WORK TO BE COMPLETED —
Would you show every line from the records that holds "stream"?

[[ DATA, beginning ]]

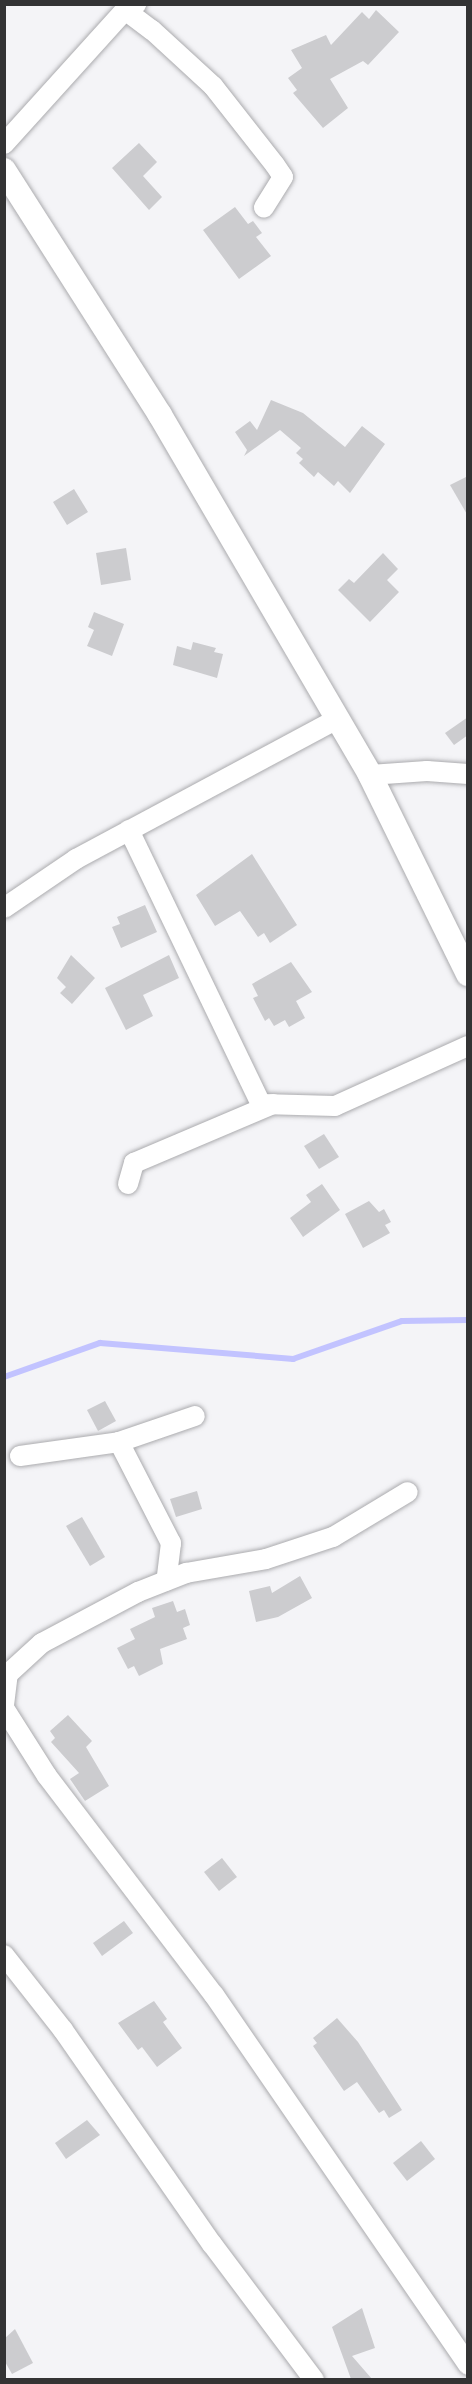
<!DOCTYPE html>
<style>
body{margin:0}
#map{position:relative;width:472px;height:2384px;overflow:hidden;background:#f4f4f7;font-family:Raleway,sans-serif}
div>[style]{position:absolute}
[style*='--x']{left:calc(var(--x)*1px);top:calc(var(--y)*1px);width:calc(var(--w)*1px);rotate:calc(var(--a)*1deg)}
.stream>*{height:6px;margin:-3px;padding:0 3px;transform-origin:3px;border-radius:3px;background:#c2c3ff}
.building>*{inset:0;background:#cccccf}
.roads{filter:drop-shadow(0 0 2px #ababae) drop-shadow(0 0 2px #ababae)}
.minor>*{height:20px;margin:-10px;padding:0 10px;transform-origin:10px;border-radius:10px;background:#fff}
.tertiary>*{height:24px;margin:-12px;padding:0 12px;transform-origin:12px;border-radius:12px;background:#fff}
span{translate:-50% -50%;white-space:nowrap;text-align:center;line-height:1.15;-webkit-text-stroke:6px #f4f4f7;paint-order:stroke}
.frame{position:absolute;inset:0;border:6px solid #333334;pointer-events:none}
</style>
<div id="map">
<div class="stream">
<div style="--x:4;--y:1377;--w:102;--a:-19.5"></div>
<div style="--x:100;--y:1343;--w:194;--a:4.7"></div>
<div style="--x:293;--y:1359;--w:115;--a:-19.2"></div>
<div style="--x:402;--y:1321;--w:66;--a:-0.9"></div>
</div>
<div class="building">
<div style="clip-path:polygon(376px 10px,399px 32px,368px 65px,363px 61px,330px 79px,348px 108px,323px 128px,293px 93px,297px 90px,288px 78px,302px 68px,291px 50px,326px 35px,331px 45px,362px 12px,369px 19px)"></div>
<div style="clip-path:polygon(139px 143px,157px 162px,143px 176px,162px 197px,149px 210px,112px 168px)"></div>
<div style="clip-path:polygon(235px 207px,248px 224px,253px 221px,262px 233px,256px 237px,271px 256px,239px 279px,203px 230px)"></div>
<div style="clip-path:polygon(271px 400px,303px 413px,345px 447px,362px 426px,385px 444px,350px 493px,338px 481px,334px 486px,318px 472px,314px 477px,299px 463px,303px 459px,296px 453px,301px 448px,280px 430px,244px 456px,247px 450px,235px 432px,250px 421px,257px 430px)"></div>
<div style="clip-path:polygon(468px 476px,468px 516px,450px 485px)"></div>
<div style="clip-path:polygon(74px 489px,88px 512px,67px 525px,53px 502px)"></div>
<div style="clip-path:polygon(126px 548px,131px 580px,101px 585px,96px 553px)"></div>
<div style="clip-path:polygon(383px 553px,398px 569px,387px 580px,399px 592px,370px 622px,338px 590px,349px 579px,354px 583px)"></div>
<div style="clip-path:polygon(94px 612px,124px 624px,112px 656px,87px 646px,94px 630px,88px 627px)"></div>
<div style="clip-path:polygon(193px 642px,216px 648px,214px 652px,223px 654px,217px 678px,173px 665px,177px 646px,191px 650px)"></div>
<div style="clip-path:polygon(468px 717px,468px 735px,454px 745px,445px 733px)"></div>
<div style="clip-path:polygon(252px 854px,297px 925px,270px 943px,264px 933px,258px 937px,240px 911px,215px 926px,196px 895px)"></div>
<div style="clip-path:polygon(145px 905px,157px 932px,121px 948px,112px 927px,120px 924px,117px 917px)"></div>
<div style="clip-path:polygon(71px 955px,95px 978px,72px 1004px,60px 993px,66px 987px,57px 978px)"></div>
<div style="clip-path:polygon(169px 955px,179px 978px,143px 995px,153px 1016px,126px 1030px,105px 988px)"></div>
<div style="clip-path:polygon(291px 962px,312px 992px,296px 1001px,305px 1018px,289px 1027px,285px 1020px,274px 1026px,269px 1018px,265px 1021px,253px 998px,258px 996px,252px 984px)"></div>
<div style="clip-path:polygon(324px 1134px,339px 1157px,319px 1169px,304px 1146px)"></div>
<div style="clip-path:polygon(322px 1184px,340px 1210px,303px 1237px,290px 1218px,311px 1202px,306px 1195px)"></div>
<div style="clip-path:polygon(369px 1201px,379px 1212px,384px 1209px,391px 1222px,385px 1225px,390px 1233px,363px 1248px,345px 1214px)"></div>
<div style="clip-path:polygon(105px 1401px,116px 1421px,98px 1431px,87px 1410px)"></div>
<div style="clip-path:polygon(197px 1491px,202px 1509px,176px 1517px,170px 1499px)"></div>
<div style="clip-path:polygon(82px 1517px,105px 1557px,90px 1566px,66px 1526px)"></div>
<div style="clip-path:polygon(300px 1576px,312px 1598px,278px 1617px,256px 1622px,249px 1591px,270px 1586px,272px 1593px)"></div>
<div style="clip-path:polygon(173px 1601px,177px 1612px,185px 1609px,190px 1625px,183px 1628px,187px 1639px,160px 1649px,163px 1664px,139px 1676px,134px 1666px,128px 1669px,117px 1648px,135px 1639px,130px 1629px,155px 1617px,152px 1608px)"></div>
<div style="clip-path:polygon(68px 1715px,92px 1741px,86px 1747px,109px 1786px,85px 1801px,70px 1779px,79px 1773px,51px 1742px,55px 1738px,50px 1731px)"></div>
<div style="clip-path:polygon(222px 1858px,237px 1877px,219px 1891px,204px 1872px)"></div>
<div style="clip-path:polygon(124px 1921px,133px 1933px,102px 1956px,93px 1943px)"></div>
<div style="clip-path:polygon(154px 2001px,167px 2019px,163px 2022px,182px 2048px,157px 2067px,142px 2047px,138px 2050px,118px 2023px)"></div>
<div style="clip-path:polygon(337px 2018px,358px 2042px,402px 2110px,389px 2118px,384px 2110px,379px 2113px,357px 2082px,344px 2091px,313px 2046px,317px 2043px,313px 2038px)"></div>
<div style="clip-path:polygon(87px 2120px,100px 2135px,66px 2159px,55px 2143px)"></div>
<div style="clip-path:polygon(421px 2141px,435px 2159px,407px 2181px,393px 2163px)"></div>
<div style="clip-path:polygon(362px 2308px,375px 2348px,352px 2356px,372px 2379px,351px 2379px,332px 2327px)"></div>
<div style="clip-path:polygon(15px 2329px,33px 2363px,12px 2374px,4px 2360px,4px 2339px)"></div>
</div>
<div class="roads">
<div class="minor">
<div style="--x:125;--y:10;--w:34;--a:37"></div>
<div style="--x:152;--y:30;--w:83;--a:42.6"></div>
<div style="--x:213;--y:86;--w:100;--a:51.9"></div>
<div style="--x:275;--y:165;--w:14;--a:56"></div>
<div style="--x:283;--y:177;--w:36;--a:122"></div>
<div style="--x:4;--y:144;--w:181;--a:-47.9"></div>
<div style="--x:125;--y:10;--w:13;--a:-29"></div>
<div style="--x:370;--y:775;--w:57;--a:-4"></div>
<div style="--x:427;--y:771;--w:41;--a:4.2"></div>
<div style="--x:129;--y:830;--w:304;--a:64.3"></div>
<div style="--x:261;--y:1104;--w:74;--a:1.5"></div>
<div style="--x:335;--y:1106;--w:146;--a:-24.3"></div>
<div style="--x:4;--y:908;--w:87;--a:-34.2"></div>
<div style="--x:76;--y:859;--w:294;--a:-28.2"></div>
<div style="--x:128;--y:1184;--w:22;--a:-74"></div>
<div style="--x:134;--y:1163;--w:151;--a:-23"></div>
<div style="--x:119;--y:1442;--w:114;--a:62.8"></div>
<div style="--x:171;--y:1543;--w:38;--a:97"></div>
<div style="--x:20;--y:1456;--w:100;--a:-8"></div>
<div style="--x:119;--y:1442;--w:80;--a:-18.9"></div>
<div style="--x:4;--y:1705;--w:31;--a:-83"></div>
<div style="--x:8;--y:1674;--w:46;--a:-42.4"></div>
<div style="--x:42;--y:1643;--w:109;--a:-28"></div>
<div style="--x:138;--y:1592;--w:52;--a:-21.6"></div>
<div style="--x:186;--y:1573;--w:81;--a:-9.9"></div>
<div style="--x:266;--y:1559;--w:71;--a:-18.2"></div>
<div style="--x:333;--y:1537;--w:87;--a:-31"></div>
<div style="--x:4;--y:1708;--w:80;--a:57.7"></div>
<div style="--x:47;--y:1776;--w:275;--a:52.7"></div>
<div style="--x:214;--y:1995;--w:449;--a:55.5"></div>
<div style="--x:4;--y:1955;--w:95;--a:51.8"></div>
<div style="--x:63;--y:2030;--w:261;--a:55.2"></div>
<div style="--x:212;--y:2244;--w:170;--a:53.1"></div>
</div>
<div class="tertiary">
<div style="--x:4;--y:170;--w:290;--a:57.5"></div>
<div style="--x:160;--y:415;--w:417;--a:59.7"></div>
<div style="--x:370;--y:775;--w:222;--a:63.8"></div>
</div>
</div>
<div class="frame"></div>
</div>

[[ DATA, end ]]

THE COMPLETED TASK —
.stream>*{height:6px;margin:-3px;padding:0 3px;transform-origin:3px;border-radius:3px;background:#c2c3ff}
<div class="stream">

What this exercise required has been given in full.